I have never used the powder but I do use the floatie type, a very fine piece of fuzz that will ride the breeze for a good distance. The most helpful thing I have found to keep tabs on the wind is a very fine piece of sewing thread tied to the bow. I tie mine to the pin guard on my sight. No digging in pockets, no movement required and it is always working for you.


----------



## rigginuts (Dec 27, 2008)

It's not powder, it's more like the stuff you put on are feathers to keep them dry. But why are trying to make one ? Just buy one it's really cheep and last a long time, I have been using the same bottle for years. I also use a piece of maribu feather on my bow.


----------



## munch (Mar 27, 2005)

i us dry milk weed pod .i just cut the seed off if you drop them from your stand you can see not only what way the wind is blowing but if the air rising of falling they float a long way


----------



## rxgac (Aug 24, 2010)

I'll second the milkweed. Store it in a film cannister. Dropped one last year and it floated straight down the tree till it got about 3-4 feet from the ground and then took off like a scared rabbit. Wouldn't see that with powder. Guess if one is concerned with scattering the seeds and a possible invasive species you could take the time to remove the seed or find some down from an old jacket/sleeping bag or just go out and whack a goose. Not sure how much trouble that would be to collect.


----------



## Dgutter (Mar 9, 2008)

I made my own out of an old contact solution bottle and baking soda. Just had to open up the hole a little bit. Works pretty well.


----------



## Tskip (Jun 16, 2011)

I just refill my windicator bottles with baking soda it seems to work great. I carry a couple all the time since I tend to drop them occasionally & when they're wet they don't work...


----------



## MrHoss (Aug 13, 2007)

Corn Starch in an old Pete Rickards Indian Buck Lure bottle. Works great!


----------



## Krypt Keeper (Oct 10, 2007)

Yep, small feather with some light spiderwire fishing line tied to the end. give it 4 or 5 inches of line and tie a small alligator clip to it. 

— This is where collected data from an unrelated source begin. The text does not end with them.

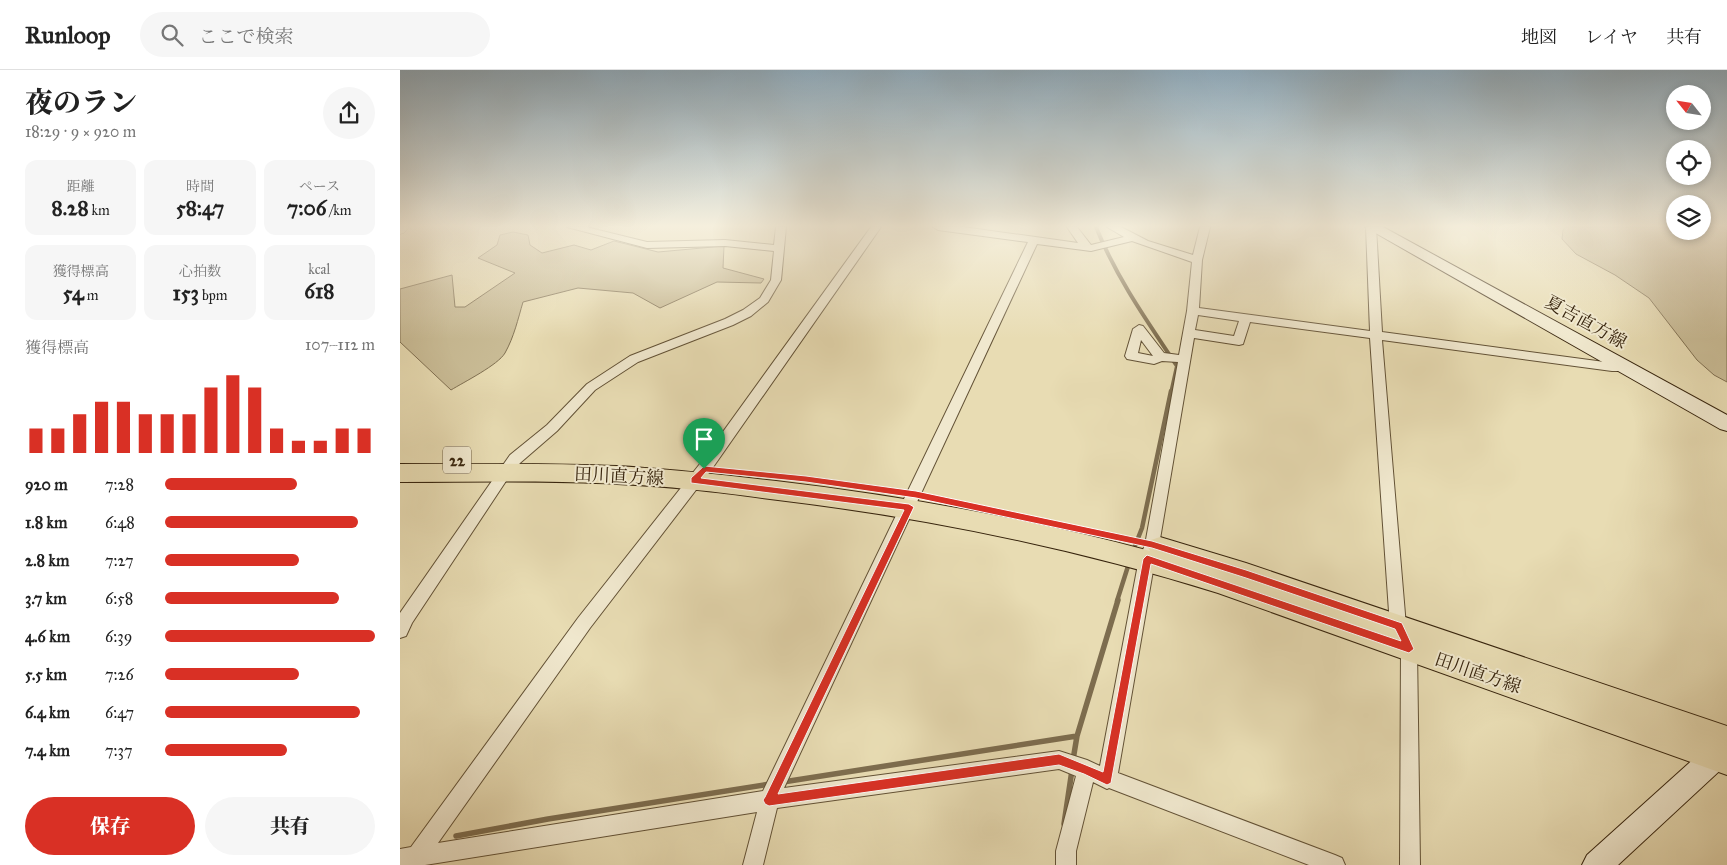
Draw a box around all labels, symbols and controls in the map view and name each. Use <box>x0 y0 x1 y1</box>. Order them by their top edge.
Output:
search box <box>140 12 490 57</box>
text: Runloop <box>25 20 110 50</box>
icon: search <box>158 21 186 49</box>
text: ここで検索 <box>198 25 293 48</box>
text: 地図 <box>1521 26 1557 48</box>
text: レイヤ <box>1585 26 1638 48</box>
text: 共有 <box>1666 26 1702 48</box>
text: 夜のラン <box>25 85 137 120</box>
north arrow <box>1666 85 1711 130</box>
map controls <box>1666 85 1711 240</box>
button: share <box>323 87 375 139</box>
text: 18:29 · 9 × 920 m <box>25 122 136 141</box>
button: locate <box>1666 140 1711 185</box>
text: 距離 <box>67 178 95 195</box>
text: 時間 <box>186 178 214 195</box>
text: ペース <box>299 178 340 195</box>
text: 8.28 <box>51 195 89 221</box>
text: 58:47 <box>176 195 224 221</box>
text: 7:06 <box>287 195 327 221</box>
button: layers <box>1666 195 1711 240</box>
text: km <box>89 202 110 219</box>
text: /km <box>327 202 352 219</box>
text: kcal <box>308 261 330 278</box>
text: 獲得標高 <box>53 263 109 280</box>
text: 心拍数 <box>179 263 221 280</box>
text: 618 <box>304 278 334 304</box>
text: 54 <box>63 280 84 306</box>
text: 153 <box>173 280 199 306</box>
text: m <box>84 287 99 304</box>
text: bpm <box>199 287 227 304</box>
street label: 夏吉直方線 <box>1541 291 1631 353</box>
text: 107–112 m <box>305 335 375 354</box>
text: 獲得標高 <box>25 338 89 357</box>
pin <box>683 418 725 469</box>
icon: arrive <box>690 425 718 453</box>
road number: 22 <box>443 446 471 474</box>
street label: 田川直方線 <box>573 463 665 489</box>
text: 920 m <box>25 475 68 494</box>
text: 7:28 <box>105 475 134 494</box>
text: 1.8 km <box>25 513 67 532</box>
text: 6:48 <box>105 513 135 532</box>
text: 2.8 km <box>25 551 69 570</box>
text: 7:27 <box>105 551 134 570</box>
text: 3.7 km <box>25 589 67 608</box>
text: 6:58 <box>105 589 133 608</box>
text: 4.6 km <box>25 627 70 646</box>
text: 6:39 <box>105 627 132 646</box>
street label: 田川直方線 <box>1432 648 1524 698</box>
text: 5.5 km <box>25 665 67 684</box>
text: 7:26 <box>105 665 134 684</box>
text: 6.4 km <box>25 703 70 722</box>
text: 6:47 <box>105 703 134 722</box>
text: 7.4 km <box>25 741 70 760</box>
text: 7:37 <box>105 741 133 760</box>
button: 保存 <box>25 797 195 855</box>
button: 共有 <box>205 797 375 855</box>

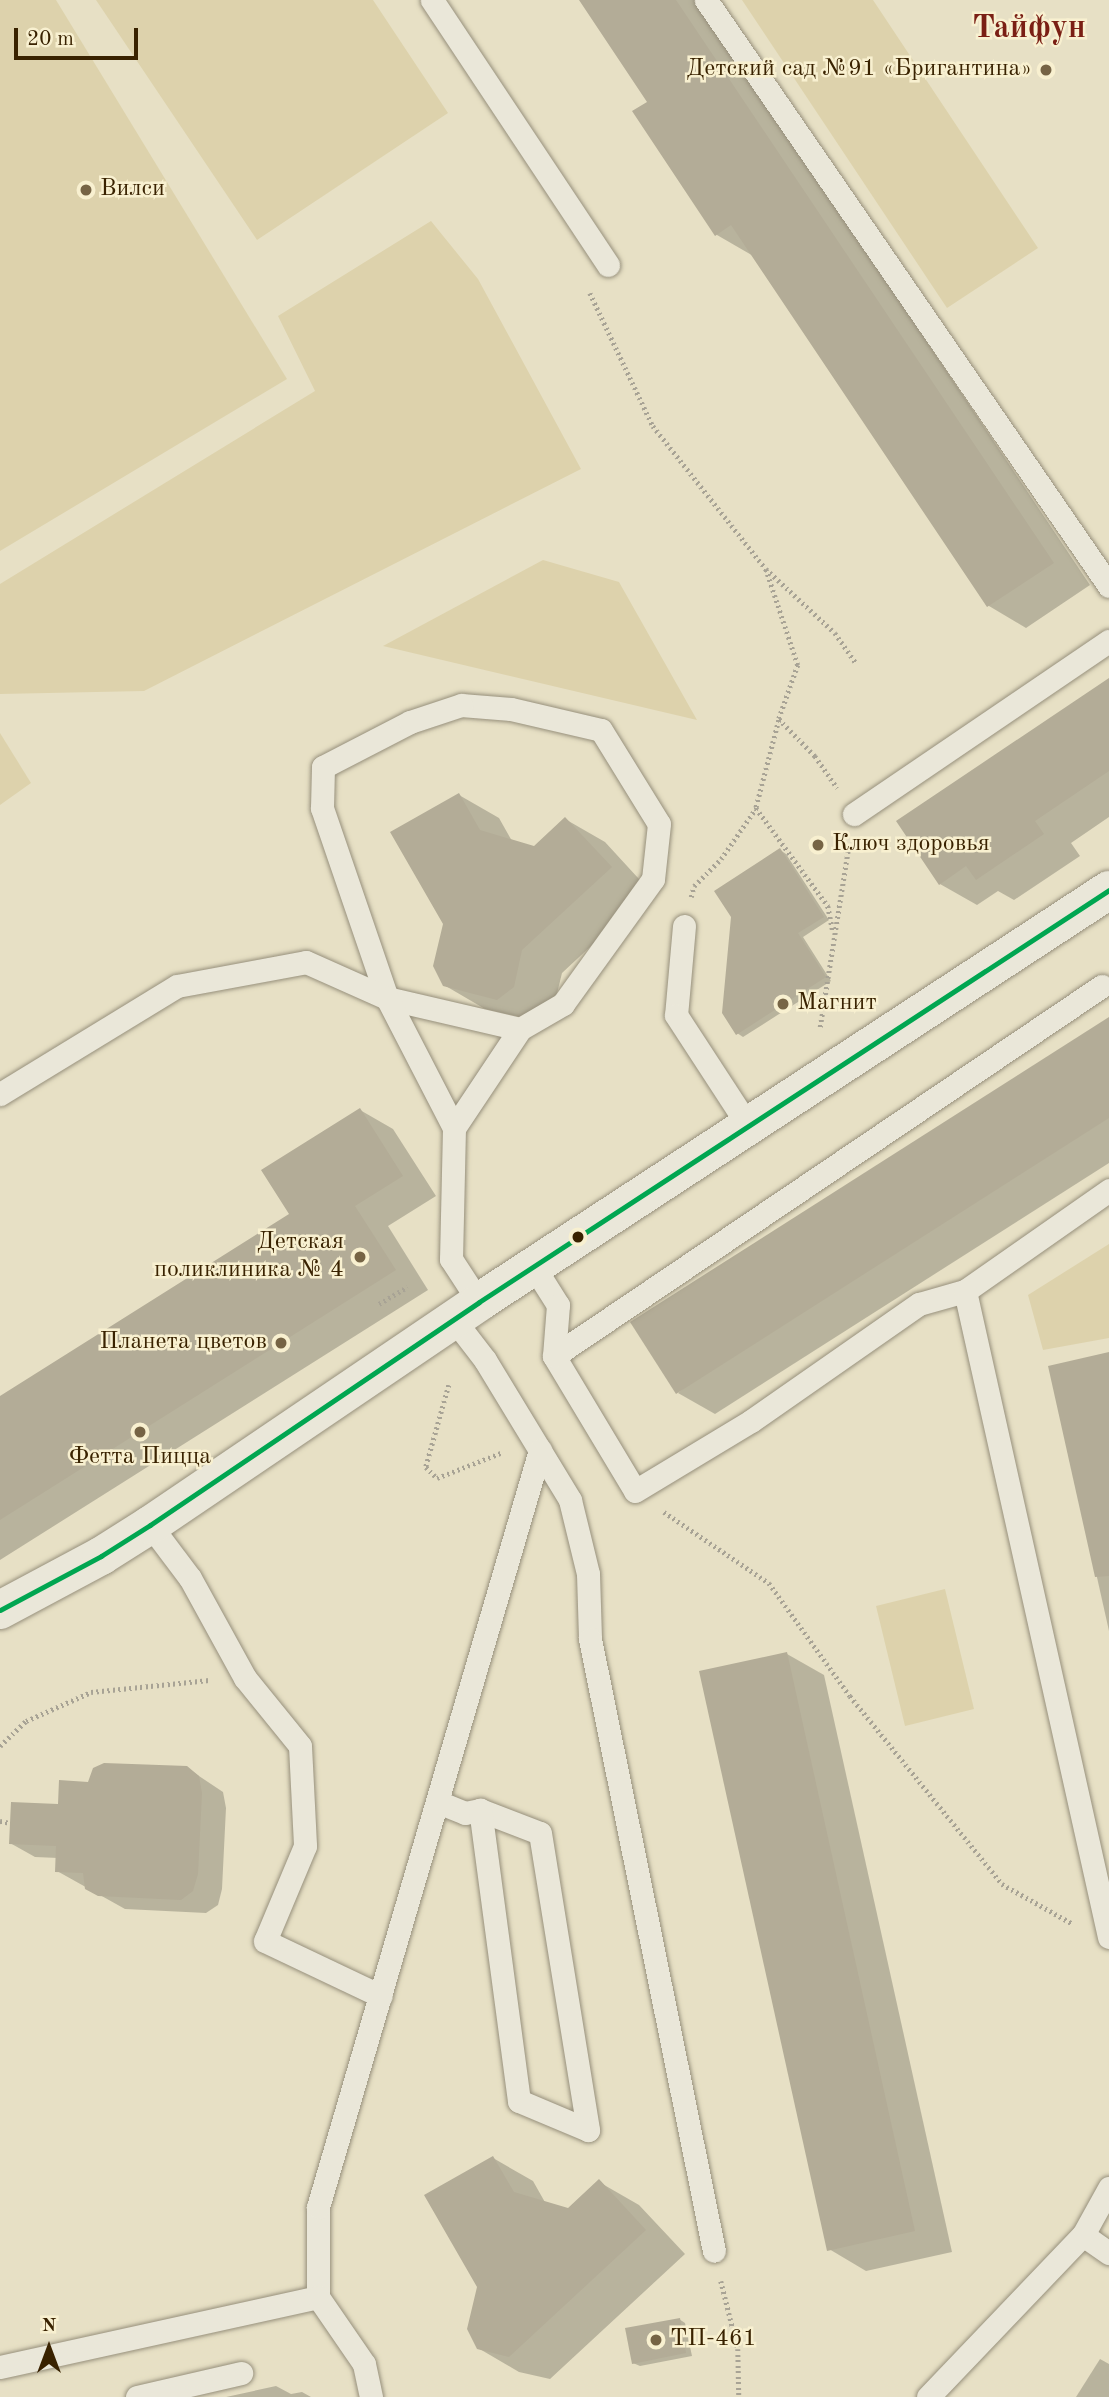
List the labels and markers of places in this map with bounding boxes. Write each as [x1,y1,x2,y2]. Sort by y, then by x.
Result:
place label: Детский сад №91 «Бригантина» [686,56,1032,84]
marker: Детский сад №91 «Бригантина» [1038,62,1054,78]
place label: Вилси [100,176,165,204]
marker: Вилси [78,182,94,198]
place label: Ключ здоровья [832,831,990,859]
marker: Ключ здоровья [810,837,826,853]
place label: Магнит [797,990,877,1018]
marker: Магнит [775,996,791,1012]
place label: Детская поликлиника № 4 [154,1229,344,1285]
unlabelled marker [571,1230,585,1244]
marker: Детская поликлиника № 4 [350,1247,370,1267]
place label: Планета цветов [100,1329,267,1357]
marker: Планета цветов [273,1335,289,1351]
marker: Фетта Пицца [132,1424,148,1440]
place label: Фетта Пицца [69,1444,211,1472]
place label: ТП-461 [670,2326,757,2354]
marker: ТП-461 [648,2332,664,2348]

hang in tree or where ever you want to see the wind.


----------



## joaxe (Sep 7, 2006)

I use a small feather from one of my cats' toys (Flutterball) that they destroy. I superglued it to a short piece of knot tying thread and have it attached to my stabilizer. I also have the flo. orange WindTracker









Joe


----------



## dustyvarmint (Dec 22, 2005)

I use screw top surplus LSA (lubricant small arms) bottles and blue chalk line powder. Used for years. Even had outfitters ask me to pull it out and use it once they know I'm carrying it. The Flambeau outlet by me also has a flip top bottle, filled, for $1. I carry that in my truck for back up.

happy hunting, dv


----------



## codykrr (Feb 6, 2011)

rigginuts said:


> It's not powder, it's more like the stuff you put on are feathers to keep them dry. But why are trying to make one ? Just buy one it's really cheep and last a long time, I have been using the same bottle for years. I also use a piece of maribu feather on my bow.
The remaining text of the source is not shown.